What needs to be done »
Which lines of the entries contain the word "مدرسه"? Please list them.

···

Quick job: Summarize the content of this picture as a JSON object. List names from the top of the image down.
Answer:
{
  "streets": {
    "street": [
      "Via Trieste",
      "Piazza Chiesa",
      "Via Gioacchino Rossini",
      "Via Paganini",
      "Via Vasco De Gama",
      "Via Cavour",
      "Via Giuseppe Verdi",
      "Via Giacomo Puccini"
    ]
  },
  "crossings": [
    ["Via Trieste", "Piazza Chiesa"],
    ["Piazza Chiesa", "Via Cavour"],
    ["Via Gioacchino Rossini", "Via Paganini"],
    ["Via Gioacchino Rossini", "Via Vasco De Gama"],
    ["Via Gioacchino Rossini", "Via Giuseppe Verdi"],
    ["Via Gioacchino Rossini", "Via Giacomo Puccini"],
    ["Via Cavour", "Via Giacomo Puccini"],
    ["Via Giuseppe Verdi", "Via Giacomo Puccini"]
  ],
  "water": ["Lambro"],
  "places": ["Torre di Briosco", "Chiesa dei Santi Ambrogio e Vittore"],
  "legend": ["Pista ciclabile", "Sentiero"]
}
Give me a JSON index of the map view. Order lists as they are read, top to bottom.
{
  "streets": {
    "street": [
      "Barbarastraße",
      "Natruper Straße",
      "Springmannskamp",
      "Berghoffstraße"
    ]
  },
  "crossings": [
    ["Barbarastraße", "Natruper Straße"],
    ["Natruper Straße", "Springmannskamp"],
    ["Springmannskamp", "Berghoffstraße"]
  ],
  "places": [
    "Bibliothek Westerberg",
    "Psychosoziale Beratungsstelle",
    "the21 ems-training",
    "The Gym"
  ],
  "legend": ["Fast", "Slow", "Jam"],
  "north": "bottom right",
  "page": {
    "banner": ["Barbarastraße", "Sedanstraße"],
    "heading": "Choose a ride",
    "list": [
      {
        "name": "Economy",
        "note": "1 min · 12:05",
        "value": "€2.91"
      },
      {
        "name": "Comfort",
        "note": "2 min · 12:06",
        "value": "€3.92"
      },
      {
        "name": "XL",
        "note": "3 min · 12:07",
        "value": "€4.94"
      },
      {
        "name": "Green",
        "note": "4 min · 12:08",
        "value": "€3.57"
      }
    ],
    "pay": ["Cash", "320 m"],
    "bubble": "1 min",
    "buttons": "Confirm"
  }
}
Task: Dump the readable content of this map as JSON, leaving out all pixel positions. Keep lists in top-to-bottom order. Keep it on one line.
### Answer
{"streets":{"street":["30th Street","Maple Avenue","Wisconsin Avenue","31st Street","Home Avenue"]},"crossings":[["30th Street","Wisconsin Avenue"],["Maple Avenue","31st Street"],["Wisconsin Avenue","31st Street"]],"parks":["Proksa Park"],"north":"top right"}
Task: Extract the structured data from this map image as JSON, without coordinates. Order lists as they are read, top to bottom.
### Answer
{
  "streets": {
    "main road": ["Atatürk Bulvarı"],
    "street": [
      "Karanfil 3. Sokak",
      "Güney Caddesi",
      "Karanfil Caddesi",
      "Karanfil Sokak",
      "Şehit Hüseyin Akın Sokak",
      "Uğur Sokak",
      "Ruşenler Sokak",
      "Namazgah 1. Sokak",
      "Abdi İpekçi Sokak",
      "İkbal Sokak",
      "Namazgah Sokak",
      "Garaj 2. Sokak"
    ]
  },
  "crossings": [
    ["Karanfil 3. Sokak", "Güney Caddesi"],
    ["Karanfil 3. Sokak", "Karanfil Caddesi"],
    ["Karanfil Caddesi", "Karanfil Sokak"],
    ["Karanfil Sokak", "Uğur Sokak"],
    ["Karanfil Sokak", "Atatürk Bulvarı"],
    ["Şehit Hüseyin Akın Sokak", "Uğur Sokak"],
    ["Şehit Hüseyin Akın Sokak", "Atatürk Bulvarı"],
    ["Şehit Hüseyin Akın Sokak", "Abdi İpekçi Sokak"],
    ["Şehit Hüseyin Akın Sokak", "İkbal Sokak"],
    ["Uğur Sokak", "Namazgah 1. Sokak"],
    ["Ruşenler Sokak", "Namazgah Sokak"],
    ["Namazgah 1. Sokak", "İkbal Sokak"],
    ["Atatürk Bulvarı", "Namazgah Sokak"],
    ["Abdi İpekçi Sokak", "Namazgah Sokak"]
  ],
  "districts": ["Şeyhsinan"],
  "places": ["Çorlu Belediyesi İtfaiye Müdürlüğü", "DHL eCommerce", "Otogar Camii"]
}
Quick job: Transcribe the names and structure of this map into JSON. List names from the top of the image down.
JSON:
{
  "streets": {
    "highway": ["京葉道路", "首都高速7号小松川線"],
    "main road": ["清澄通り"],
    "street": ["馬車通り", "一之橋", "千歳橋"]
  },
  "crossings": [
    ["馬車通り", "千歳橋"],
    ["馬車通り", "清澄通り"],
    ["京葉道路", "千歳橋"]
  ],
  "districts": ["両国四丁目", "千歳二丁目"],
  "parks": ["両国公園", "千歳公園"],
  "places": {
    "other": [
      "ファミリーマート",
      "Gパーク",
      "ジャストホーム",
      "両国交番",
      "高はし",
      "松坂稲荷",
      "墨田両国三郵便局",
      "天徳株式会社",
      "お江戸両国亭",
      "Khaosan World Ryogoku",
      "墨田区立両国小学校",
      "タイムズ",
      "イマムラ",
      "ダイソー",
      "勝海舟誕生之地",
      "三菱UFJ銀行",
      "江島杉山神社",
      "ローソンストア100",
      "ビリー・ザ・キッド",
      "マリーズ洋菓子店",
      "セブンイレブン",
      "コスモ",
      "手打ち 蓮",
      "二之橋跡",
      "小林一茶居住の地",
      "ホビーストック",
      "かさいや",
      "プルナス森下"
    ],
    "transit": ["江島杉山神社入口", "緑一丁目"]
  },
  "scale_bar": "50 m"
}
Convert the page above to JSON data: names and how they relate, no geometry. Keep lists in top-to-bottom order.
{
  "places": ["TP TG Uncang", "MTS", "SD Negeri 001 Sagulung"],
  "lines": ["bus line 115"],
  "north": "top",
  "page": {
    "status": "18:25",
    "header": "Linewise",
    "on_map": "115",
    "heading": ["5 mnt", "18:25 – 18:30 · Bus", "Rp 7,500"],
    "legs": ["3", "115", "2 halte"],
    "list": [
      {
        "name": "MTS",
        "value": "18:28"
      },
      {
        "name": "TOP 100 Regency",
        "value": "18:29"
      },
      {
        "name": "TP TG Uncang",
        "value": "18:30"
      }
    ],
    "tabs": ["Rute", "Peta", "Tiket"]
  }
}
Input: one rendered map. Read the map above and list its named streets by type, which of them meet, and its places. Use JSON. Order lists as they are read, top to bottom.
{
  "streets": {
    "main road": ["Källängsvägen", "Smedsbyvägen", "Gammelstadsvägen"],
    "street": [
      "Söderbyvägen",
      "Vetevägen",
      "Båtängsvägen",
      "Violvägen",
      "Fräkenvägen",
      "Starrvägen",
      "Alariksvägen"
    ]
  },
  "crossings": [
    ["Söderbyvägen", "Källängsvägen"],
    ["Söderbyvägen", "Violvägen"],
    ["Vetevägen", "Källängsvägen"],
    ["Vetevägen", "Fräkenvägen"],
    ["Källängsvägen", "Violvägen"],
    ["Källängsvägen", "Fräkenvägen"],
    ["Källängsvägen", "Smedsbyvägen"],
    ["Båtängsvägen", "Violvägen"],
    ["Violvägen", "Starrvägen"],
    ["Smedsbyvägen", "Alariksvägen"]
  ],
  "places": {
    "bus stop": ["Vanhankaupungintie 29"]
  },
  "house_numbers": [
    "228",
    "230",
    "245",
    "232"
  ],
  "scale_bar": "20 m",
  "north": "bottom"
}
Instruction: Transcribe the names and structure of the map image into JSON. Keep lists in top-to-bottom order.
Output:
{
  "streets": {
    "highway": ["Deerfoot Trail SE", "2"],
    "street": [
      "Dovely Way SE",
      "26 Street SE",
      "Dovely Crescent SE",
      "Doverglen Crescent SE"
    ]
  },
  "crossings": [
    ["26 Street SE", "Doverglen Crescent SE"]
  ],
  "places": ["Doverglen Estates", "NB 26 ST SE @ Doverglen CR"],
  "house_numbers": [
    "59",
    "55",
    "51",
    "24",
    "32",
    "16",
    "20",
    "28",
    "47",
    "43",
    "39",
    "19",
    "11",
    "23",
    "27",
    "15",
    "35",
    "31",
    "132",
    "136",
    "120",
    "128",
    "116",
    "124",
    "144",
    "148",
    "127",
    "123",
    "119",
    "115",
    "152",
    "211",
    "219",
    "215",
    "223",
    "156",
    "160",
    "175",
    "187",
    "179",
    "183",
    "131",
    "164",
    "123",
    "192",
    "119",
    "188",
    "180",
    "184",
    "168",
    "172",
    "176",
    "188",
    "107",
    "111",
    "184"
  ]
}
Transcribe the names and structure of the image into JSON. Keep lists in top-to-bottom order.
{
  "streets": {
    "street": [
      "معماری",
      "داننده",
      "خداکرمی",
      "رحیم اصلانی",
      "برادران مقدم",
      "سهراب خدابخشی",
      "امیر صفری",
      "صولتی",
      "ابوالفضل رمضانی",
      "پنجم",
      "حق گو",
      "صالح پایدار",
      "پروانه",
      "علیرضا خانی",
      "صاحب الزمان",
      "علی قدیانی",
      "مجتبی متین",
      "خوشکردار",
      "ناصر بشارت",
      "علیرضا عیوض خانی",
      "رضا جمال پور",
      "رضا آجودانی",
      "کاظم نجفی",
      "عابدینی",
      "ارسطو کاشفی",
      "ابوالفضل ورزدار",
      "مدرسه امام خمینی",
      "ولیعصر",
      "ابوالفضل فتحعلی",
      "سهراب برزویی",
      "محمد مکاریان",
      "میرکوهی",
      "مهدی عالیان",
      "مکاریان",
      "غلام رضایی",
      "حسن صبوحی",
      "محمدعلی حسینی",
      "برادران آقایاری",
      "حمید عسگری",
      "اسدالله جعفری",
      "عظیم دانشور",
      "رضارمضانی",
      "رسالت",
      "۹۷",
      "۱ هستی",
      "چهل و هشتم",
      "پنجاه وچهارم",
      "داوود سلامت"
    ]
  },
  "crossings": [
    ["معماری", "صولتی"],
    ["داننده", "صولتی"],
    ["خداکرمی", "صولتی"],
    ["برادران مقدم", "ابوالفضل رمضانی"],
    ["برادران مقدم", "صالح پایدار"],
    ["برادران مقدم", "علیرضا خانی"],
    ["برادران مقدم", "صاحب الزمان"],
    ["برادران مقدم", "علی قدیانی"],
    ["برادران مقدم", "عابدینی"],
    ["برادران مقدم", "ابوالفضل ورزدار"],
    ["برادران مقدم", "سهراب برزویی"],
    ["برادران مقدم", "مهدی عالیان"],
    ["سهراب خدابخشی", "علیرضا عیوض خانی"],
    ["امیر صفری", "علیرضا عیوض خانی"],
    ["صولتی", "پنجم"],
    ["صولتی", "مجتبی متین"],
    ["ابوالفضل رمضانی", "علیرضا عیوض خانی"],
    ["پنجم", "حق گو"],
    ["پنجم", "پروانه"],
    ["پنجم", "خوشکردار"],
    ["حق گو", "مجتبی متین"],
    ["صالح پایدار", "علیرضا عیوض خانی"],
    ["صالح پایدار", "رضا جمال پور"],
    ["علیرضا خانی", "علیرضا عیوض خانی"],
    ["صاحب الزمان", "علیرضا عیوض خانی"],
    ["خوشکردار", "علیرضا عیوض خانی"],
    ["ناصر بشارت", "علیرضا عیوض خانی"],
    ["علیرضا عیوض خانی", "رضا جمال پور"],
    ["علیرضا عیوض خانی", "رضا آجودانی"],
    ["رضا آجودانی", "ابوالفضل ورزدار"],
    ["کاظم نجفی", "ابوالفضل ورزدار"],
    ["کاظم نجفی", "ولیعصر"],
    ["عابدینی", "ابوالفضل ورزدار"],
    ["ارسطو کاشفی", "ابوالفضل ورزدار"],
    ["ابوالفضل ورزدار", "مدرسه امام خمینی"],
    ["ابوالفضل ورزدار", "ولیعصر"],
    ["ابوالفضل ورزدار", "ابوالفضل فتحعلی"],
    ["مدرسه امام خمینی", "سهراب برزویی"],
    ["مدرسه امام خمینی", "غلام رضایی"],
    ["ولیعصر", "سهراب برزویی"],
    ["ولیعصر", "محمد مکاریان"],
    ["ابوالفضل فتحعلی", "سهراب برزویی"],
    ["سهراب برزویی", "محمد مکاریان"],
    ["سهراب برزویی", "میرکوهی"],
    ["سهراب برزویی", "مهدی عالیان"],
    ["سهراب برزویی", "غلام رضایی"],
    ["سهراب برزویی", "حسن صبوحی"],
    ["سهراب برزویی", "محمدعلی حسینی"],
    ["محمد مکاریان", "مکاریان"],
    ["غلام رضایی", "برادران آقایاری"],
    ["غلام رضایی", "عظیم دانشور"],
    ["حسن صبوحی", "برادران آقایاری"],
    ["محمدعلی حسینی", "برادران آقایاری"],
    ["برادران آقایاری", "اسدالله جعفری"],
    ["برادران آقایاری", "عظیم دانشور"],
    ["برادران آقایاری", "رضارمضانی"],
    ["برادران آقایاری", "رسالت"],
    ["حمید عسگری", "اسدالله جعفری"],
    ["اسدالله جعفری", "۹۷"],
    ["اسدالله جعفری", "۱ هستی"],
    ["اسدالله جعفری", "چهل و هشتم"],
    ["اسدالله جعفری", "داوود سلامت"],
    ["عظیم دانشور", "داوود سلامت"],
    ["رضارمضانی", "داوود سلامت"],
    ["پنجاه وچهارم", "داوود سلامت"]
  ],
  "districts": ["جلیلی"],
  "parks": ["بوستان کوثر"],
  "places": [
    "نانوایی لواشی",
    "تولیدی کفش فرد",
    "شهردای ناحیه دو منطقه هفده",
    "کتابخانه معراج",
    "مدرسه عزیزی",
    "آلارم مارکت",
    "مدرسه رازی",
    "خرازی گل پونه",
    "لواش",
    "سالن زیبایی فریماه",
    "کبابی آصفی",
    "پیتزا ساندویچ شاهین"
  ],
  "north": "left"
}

···

Output for this task »
      "مدرسه امام خمینی",
    ["ابوالفضل ورزدار", "مدرسه امام خمینی"],
    ["مدرسه امام خمینی", "سهراب برزویی"],
    ["مدرسه امام خمینی", "غلام رضایی"],
    "مدرسه عزیزی",
    "مدرسه رازی",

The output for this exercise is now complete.